Bernie Sanders propose une propriété publique de 50 % de la richesse des entreprises
Bernie Sanders appelle à une participation publique de 50 % aux entreprises d'IA

« Le moment est venu de récupérer ce qui nous a été volé » : Bernie Sanders souhaite que le public américain détienne 50 % des actions des entreprises d'IA.

Dans une proposition audacieuse qui a provoqué une onde de choc dans les secteurs technologique et politique, le sénateur Bernie Sanders a appelé le public américain à détenir une participation de 50 % dans les grandes sociétés d'intelligence artificielle. Le champion progressiste a fait cette annonce lors d'un récent discours, déclarant que « le moment est venu de récupérer ce qui nous a été volé » alors qu'il exposait sa vision de démocratiser la propriété des technologies transformatrices d'IA.
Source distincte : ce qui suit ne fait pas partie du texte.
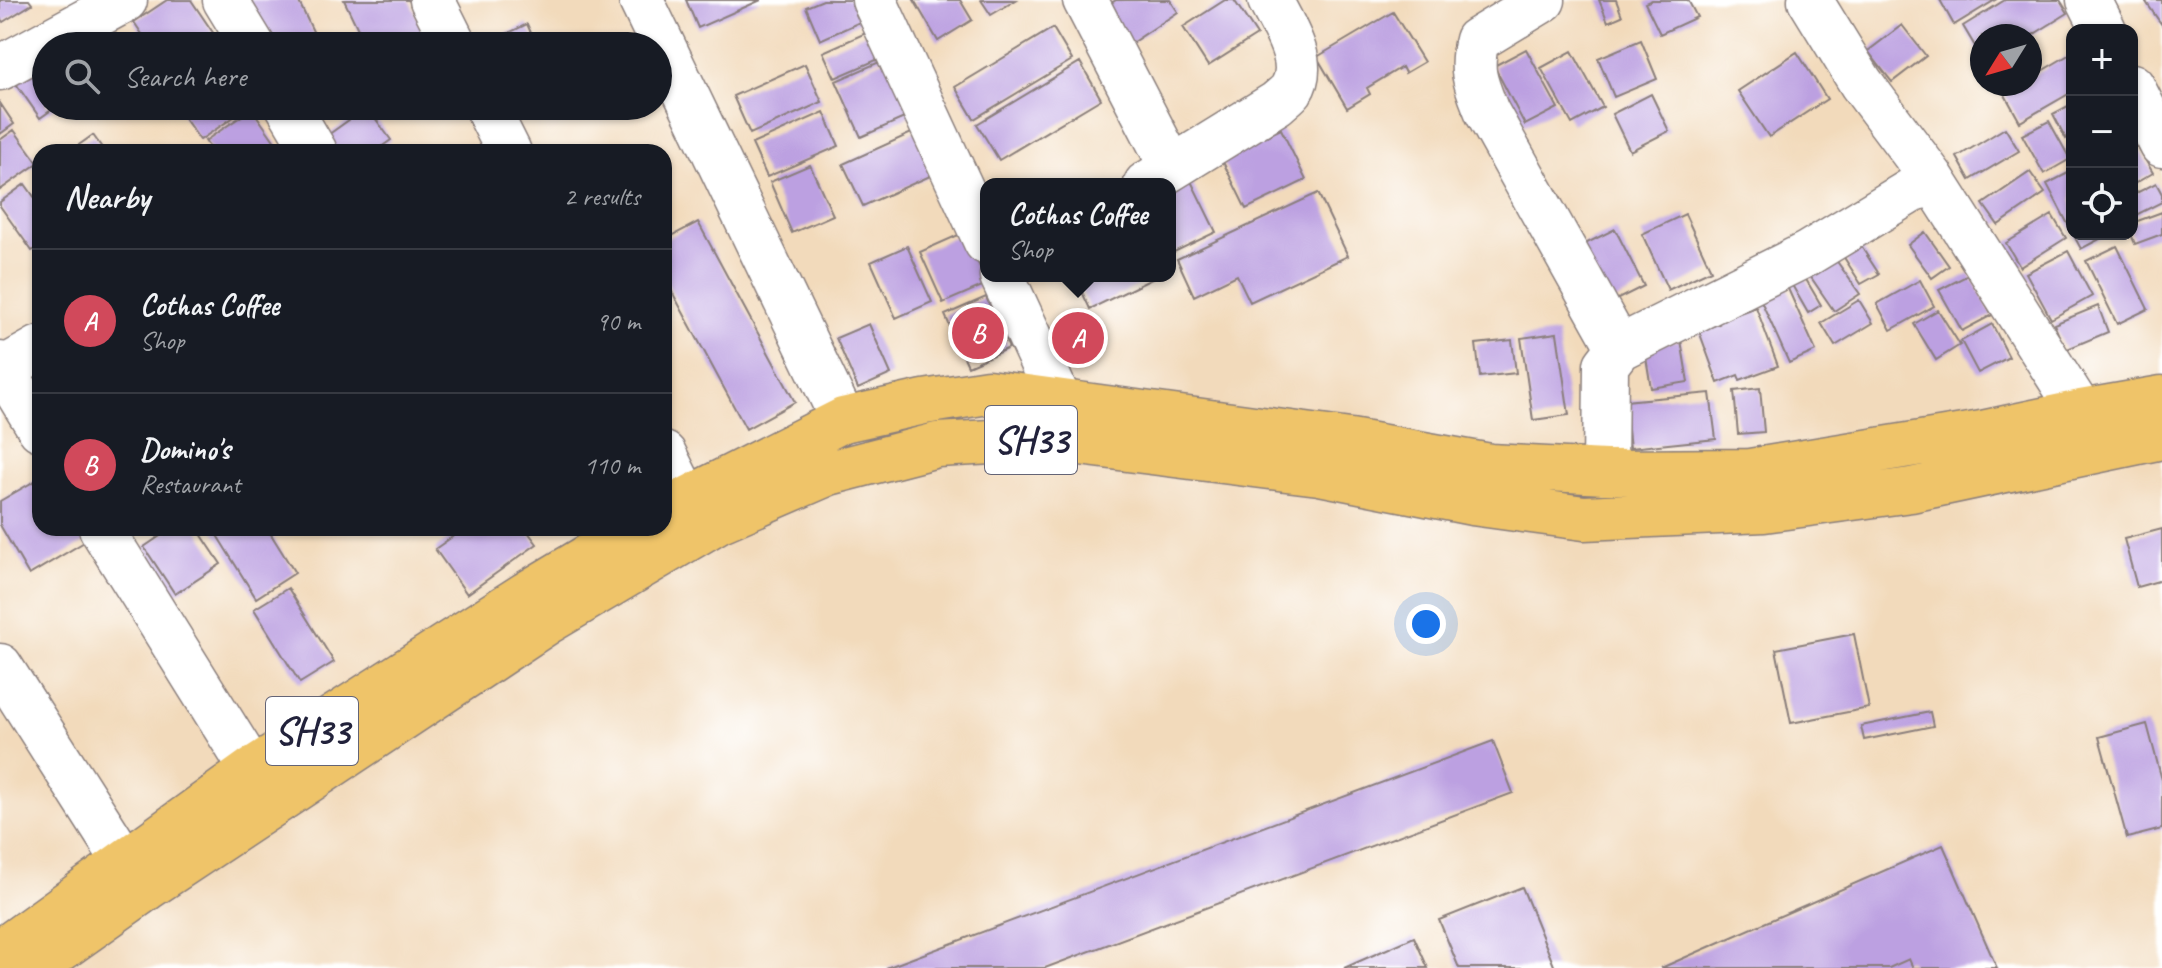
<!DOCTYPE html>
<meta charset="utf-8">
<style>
body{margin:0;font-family:Caveat,sans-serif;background:#20242c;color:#f1f3f6}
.controls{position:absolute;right:24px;top:24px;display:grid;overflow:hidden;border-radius:16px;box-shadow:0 2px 6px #0004}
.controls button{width:72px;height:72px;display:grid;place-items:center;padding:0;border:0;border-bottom:2px solid #363941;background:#171b24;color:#f1f3f6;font:40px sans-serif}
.compass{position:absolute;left:1970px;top:24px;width:72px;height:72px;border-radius:50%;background:#171b24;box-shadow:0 2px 6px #0004;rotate:233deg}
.you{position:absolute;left:1426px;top:624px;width:28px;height:28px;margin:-20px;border:6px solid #fff;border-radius:50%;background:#1a73e8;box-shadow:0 0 0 12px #1a73e833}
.badge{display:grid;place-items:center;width:52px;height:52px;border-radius:50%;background:#d1495b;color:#fff;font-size:26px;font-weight:700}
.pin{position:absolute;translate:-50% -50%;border:4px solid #fff;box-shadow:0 2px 8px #0006}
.popup{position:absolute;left:980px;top:178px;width:196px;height:104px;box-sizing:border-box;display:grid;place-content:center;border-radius:16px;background:#171b24;filter:drop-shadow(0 2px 6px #0005);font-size:26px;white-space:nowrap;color:#9ea1a6}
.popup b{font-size:30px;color:#f1f3f6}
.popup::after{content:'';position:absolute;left:50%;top:100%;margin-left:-16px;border:16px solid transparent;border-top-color:#171b24}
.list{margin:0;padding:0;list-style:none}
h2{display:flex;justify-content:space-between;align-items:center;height:104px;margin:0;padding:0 32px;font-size:34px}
h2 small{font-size:26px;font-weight:400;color:#9ea1a6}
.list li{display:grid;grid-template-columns:52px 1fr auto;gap:24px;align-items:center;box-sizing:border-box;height:144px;padding:0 32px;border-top:2px solid #363941}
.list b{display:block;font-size:30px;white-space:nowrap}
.list p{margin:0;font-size:26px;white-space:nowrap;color:#9ea1a6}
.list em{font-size:26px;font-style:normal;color:#9ea1a6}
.icon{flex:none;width:44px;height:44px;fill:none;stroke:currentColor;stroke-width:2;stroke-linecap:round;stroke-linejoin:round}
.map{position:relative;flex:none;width:2162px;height:968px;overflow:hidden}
.search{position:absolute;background:#171b24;box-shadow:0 2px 6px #0004;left:32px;top:32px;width:640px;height:88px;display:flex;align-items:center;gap:20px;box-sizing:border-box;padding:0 28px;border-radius:44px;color:#9ea1a6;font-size:30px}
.panel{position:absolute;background:#171b24;box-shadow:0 2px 6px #0004;left:32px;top:144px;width:640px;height:392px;border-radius:24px}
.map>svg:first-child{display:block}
.building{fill:#bca0e1}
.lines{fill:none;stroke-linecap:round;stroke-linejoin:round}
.minor-casing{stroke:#8a7e7b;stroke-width:47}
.major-casing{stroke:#8a7e7b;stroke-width:47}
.minor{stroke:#fff;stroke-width:44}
.major{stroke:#efc469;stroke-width:44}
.labels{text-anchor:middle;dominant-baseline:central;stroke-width:6;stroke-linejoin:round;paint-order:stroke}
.shield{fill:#fff;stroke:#646476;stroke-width:2}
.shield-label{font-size:38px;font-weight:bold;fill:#22223b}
</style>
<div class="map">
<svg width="2162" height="968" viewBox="0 0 2162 968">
<rect width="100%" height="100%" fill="#fff"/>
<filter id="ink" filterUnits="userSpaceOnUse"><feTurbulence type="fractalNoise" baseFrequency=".0125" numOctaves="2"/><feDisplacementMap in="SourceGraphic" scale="16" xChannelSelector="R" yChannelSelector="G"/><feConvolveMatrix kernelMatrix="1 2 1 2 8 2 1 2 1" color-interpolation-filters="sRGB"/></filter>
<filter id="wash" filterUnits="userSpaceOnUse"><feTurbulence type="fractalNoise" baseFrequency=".006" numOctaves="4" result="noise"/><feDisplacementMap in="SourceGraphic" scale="32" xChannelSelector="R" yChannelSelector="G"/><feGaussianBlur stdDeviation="1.8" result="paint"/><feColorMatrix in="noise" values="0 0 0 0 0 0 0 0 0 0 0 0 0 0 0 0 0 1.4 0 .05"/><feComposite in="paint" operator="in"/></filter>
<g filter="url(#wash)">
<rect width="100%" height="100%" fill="#f2dabb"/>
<g id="blocks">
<path class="building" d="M0,0H29L32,4L3,22L0,18Z
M167,0H191L222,46H150L134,22Z
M243,0H298L320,46H265Z
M344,0H409L428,40L415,46H366Z
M686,0H761L698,28Z
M823,0H861L869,18L820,40L806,7Z
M914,0H960L972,20L938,41Z
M981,0H1016L991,15Z
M1116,0H1170L1178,12L1127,46L1102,9Z
M1225,0H1234L1257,35L1208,66L1183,27Z
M1599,0H1616L1622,16L1608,22Z
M1652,0H1688L1697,17L1660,34L1645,3Z
M1940,0H1995L1954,25Z
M2005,0H2060L2068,13L2031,36H1982V58L1963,26Z
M2149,0H2162V25L2146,2Z
M1393,12L1424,62L1405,73L1402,67L1367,88L1370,94L1347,108L1317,57Z
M527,24L537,46H482Z
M1902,25L1926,56L1892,82L1868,51Z
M877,28L888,55L835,78L823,52Z
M1053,28L1072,60L974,119L955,87Z
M1641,40L1657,79L1614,97L1598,58Z
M1526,49L1558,108L1525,125L1494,66Z
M1572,51L1603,107L1572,124L1541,68Z
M1797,52L1827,99L1769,137L1738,91Z
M2072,53V92L2020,122L2004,93L2019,84H2030V78Z
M893,56L918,112L861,137L836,81Z
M1080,62L1101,99L999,160L977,124Z
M46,64V106H57L40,118L10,75Z
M805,64L822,102L750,134L733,96Z
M1651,94L1669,131L1630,151L1612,114Z
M0,103L14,124L0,134Z
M2072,104V135L2066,139L2053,114Z
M176,106H250L200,140Z
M367,107L391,140L374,152H329L321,140Z
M252,109L282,152H213L205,141Z
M824,112L839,146L767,177L752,144Z
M2049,121L2070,159L2044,174L2022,135Z
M2005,128L2019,151L1970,180L1957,157Z
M1281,129L1306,180L1246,209L1221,158Z
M14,130L38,163L0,190V140Z
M918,130L937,173L863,206L843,164Z
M93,135L105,152H69Z
M2137,146L2153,173L2132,185V149Z
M810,165L833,215L792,233L770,182Z
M2072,171V232L2047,184Z
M2030,172L2045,193L1998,225L1983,204Z
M1190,179L1216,232L1172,253L1170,188Z
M2156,183L2162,194V202L2132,217V195Z
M25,184L40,205V246L32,251L0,206V202Z
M1318,193L1348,256L1250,302L1237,275L1194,296L1177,259Z
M2162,212V234L2135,244L2131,234L2132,223Z
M1685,214L1711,270L1668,290L1642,234Z
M2052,215L2066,238L2020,267L2006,243Z
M698,222L795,402L746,429L664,277V240Z
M1615,229L1644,286L1604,306L1575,249Z
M965,232L987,284L943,303L920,252Z
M1925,232L1949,266L1932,278L1908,245Z
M2073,234H2109L2081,249Z
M1855,237L1879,274L1861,284L1838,248Z
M907,246L932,302L896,318L871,262Z
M2117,246L2148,309L2117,324L2086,261Z
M2068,251L2092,296L2051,319L2026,273Z
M1831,253L1860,294L1834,311L1806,270Z
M1801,271L1821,305L1808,313L1788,278Z
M1970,274L1992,315L1962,331L1939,290Z
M1077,276H1158L1090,309L1075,277Z
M1920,280L1934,306L1891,330L1877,304Z
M1785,282L1816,351L1789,363L1758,294Z
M986,297L1009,348L968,366L945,315Z
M1859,300L1873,323L1835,346L1821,323Z
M2098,306L2108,332L2065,350L2054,324Z
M1756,307L1778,366L1740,380L1738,375L1718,383L1699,331L1719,324L1718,321Z
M1938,310L1960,345L1936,360L1914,324Z
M869,324L891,374L858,389L836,338Z
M1992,324L2009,357L1978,373L1961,341Z
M1557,333L1569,415L1533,420L1521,338Z
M1512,340L1516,373L1480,377L1476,344Z
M1681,340L1688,382L1651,388L1644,345Z
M1760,388L1764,432L1738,434L1734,391Z
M1710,393L1716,439L1630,448L1625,401Z
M40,478V528H78L86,541L29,575L0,525V501Z
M172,528H197L221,564L175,594L144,547Z
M214,528H267L295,573L256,598L213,529Z
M465,528H525L537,544L467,594L435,549Z
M2162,529V580L2137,587L2124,539Z
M288,588L334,662L300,683L254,609Z
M1854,634L1869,708L1791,723L1776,649Z
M1930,712L1933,726L1864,740L1861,726Z
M2147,724L2162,780V829L2127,838L2099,737Z
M1493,741L1513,793L1045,968H886Z
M1943,845L1997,968H1913L1909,959L1889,968H1661Z
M1522,887L1555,968H1459L1439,920Z
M1414,937L1428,968H1344Z"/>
</g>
</g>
<g filter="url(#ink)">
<use href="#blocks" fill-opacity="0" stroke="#8a7e7b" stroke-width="2"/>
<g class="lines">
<defs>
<path id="minor" d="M225,0L253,46
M432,0L455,46
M641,0L843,420
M874,0L986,242
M1085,0L1172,168
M1543,0L1477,40C1469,71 1476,84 1487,112L1619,348
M1810,0L1861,83L1932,178L2081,412
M2089,0L2104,30
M0,68L125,0
M2132,86L2162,145
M288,106L315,152
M486,106L509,152
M1146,184L1277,103C1281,99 1288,94 1291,90C1309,62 1282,25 1270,0
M1002,276L1060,402
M0,364L40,429
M3,369L40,348
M664,454L686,498
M1605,472L1606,365L1619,348L1807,254L1932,178
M101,528L252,770
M0,666L125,862"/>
<path id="major" d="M664,511L843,420L924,402L988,392L1350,441L1490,466L1605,472L1750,471L1982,433L2081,412L2162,398
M0,952L252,770L526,594L636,528
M34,968L147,888L549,621L718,521L829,473L937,445L1048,439L1319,473L1472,503L1584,518L1764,510L1911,490L2162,437"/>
</defs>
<use href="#minor" class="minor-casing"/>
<use href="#major" class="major-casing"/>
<use href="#minor" class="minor"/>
<use href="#major" class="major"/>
</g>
</g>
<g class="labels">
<g class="shield">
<rect x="985" y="406" width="92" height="68" rx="6"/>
<rect x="266" y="697" width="92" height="68" rx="6"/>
</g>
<g class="shield-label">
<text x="1031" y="440">SH33</text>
<text x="312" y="731">SH33</text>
</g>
</g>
</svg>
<div class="controls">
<button>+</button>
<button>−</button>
<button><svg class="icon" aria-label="locate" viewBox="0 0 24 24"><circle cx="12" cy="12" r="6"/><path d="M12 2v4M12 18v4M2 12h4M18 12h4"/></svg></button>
</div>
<svg class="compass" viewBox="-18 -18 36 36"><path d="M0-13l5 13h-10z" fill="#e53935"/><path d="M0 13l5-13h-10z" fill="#9ea1a6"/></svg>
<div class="you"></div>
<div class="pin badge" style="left:1078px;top:338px">A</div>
<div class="popup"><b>Cothas Coffee</b>Shop</div>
<div class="pin badge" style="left:978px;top:333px">B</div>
<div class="search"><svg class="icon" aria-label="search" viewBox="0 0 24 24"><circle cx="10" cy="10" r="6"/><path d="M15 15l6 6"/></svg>Search here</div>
<section class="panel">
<h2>Nearby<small>2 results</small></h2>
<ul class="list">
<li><span class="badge">A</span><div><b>Cothas Coffee</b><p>Shop</p></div><em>90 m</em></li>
<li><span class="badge">B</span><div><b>Domino's</b><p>Restaurant</p></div><em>110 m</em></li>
</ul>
</section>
</div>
Le contexte : révolution de l'IA et concentration des richesses

L'intelligence artificielle est rapidement apparue comme l'une des technologies les plus transformatrices du 21e siècle, avec des impacts potentiels dans pratiquement tous les secteurs de l'économie. Des diagnostics de santé aux véhicules autonomes, des marchés financiers aux industries créatives, les systèmes d'IA remodèlent notre façon de travailler, de vivre et d'interagir avec le monde.

Cependant, cette révolution technologique s’est accompagnée d’une concentration sans précédent des richesses et du pouvoir. Une poignée de géants de la technologie contrôlent actuellement les systèmes d’IA les plus avancés et la grande majorité des bénéfices économiques qui en découlent. Des entreprises comme OpenAI, Google, Microsoft et d'autres ont accumulé d'énormes profits et ont acquis une influence considérable, alors que de nombreux Américains ne voient que peu d'avantages directs à ces avancées technologiques.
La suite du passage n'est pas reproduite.